While online shopping is no longer novel, many of us are still unfamiliar with making purchases on our phones. One company in South Korea is pushing the idea of virtual consumerism even further by launching a virtual supermarket that is being tested in Seoul subway stations.
The subway station convenience store has rows of billboards displaying pictures of food and drink. What many would not understand without looking closer, however, is that those pictures are not just advertisements for food – they are an entire supermarket that shoppers can access with their smart phones.
Homeplus, a South Korean affiliate of grocery giants Tesco, said that this virtual market is designed mainly for younger people.
Jo Hyuan Jae, the project co-ordinator for Homeplus, says that young Koreans are relying more and more on smartphones to get their daily tasks done easily.
He has data to back him up, as well: earlier this year, the Wall Street Journal reported that there were more than 10 million smartphone subscribers in South Korea. These figures came as a drastic climb from just a few hundred thousand in 2009.
Jo Hyuan Jae also says that the Homeplus customer is extremely busy and may not have time to go to the supermarket when they need to shop.

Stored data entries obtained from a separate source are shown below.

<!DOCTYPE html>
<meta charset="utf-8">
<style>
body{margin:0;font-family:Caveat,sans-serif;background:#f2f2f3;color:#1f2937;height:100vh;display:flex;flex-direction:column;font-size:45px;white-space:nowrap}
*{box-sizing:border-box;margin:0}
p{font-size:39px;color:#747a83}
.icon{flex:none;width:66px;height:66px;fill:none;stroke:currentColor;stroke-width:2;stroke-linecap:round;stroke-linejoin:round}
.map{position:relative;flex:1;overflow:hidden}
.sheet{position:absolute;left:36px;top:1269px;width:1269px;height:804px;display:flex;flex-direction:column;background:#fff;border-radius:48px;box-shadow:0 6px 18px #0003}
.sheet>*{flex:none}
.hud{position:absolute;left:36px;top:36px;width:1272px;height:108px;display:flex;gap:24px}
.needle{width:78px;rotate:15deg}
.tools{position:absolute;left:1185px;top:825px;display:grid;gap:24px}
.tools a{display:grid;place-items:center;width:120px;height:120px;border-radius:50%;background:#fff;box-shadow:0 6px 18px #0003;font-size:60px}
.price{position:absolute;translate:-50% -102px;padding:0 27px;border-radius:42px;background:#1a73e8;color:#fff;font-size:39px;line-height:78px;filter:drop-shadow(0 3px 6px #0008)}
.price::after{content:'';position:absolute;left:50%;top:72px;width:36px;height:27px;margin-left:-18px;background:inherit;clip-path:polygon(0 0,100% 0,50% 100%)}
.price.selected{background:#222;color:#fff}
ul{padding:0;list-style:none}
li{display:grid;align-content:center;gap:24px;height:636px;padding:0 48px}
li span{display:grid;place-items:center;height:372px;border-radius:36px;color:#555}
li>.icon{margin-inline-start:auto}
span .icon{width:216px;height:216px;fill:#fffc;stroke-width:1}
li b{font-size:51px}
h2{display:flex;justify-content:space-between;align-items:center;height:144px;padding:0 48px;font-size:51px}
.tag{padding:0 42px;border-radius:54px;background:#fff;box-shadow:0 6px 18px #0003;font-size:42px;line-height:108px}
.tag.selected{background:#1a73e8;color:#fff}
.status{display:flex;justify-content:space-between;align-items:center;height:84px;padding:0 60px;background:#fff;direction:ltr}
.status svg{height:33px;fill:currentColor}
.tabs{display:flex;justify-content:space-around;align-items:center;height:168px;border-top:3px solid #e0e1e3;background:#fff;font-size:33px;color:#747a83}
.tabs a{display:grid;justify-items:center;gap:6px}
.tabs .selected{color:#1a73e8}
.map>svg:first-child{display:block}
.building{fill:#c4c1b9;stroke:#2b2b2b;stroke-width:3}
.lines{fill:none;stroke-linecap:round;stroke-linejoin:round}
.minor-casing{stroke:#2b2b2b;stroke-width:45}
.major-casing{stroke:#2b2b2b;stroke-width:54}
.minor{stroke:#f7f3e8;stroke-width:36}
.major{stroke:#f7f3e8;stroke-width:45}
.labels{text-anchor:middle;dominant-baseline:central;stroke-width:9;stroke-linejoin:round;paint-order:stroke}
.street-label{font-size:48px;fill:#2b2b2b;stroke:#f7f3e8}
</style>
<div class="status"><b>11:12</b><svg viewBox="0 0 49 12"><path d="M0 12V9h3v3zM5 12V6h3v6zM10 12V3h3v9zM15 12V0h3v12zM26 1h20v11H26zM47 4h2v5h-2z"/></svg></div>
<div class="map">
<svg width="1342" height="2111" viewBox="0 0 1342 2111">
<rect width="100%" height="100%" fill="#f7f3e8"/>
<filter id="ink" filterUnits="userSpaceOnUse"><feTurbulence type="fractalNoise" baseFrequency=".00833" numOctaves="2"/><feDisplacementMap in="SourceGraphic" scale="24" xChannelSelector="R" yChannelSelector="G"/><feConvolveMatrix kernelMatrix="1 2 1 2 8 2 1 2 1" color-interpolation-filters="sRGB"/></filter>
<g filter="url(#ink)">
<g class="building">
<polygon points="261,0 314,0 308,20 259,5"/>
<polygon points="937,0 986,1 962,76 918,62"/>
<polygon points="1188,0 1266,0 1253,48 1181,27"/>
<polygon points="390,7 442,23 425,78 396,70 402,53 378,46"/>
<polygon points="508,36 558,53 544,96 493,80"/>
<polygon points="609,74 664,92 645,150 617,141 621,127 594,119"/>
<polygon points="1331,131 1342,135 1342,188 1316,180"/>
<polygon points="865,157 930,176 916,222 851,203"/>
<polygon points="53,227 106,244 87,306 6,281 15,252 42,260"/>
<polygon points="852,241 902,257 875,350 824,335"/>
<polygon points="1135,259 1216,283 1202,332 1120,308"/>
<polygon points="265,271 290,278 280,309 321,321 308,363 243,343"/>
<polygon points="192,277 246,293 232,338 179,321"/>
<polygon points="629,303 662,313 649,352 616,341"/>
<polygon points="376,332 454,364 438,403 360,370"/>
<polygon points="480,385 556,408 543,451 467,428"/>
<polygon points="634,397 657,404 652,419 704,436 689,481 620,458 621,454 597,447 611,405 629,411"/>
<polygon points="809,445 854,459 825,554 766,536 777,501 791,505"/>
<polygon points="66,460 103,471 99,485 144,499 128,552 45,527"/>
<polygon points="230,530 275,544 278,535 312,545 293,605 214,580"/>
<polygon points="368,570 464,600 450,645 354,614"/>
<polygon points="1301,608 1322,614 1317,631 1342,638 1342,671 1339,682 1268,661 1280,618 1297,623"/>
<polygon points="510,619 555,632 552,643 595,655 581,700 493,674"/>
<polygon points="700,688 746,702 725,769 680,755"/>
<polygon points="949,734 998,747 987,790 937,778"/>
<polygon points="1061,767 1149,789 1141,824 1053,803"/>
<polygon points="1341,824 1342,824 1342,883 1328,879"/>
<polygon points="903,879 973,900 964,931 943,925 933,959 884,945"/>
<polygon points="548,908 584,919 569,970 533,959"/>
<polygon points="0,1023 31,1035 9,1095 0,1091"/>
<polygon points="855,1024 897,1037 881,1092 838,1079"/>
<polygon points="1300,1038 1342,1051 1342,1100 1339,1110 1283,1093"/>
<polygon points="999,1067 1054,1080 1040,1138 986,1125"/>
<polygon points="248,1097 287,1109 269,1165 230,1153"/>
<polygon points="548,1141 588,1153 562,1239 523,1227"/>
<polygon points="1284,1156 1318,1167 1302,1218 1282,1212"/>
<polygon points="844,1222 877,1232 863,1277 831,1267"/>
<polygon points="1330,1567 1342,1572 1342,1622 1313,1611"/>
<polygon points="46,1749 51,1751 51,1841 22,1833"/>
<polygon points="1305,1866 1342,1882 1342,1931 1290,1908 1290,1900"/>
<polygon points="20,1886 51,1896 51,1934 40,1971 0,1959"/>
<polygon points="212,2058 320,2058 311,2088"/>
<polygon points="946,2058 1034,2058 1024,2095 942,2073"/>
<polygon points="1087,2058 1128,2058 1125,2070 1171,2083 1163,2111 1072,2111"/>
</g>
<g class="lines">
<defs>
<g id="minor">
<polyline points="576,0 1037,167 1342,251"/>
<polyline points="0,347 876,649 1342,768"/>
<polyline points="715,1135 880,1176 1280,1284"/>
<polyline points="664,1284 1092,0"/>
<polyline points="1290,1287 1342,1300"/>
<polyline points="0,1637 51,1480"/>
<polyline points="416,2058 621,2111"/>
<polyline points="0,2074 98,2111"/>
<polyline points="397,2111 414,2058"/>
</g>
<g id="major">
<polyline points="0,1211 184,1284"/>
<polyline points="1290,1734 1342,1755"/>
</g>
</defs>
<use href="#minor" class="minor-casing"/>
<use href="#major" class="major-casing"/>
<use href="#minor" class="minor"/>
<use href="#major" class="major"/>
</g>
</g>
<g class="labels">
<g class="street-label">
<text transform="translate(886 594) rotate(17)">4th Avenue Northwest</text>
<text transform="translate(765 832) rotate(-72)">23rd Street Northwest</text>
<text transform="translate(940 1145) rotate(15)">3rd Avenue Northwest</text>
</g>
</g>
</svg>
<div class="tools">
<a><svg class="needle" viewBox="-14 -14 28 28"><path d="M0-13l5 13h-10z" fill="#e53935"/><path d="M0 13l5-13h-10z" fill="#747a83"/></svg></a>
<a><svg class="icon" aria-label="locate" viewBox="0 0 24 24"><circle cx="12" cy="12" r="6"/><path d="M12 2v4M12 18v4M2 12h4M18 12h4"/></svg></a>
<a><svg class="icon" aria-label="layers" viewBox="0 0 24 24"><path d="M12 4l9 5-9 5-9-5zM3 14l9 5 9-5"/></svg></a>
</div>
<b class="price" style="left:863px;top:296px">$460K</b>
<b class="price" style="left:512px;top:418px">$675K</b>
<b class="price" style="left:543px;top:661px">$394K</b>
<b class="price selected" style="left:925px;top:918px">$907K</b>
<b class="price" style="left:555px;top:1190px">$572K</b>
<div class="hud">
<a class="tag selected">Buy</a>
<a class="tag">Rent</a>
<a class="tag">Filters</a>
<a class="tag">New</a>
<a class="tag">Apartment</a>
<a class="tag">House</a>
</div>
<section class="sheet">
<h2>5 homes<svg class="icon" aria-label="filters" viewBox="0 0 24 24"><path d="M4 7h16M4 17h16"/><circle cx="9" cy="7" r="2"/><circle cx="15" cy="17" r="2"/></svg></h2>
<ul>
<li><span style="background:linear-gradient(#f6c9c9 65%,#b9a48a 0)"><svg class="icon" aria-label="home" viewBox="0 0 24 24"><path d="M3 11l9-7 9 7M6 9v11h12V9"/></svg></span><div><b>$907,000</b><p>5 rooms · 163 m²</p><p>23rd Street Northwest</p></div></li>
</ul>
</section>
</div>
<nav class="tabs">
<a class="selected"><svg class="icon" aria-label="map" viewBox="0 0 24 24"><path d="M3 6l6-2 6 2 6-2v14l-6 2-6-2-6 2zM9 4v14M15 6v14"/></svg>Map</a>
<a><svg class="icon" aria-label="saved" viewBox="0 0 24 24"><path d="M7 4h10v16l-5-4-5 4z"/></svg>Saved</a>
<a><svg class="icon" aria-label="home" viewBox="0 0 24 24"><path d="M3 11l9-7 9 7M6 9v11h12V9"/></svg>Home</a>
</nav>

With the virtual market, customers can download the Homeplus app, go up to the pictures of over 500 of the most popular items, and scan the QR, or Quick Response code.
Once the code is scanned, the picture of the product comes up on the phone asking customers to confirm the size of the product and the time and place of delivery.
Homeplus even vows to deliver groceries on the same day if the order is placed before 13:00.
The grocery chain revealed that they are planning to put more virtual stores in other underground train stations, specifically those by the city’s universities.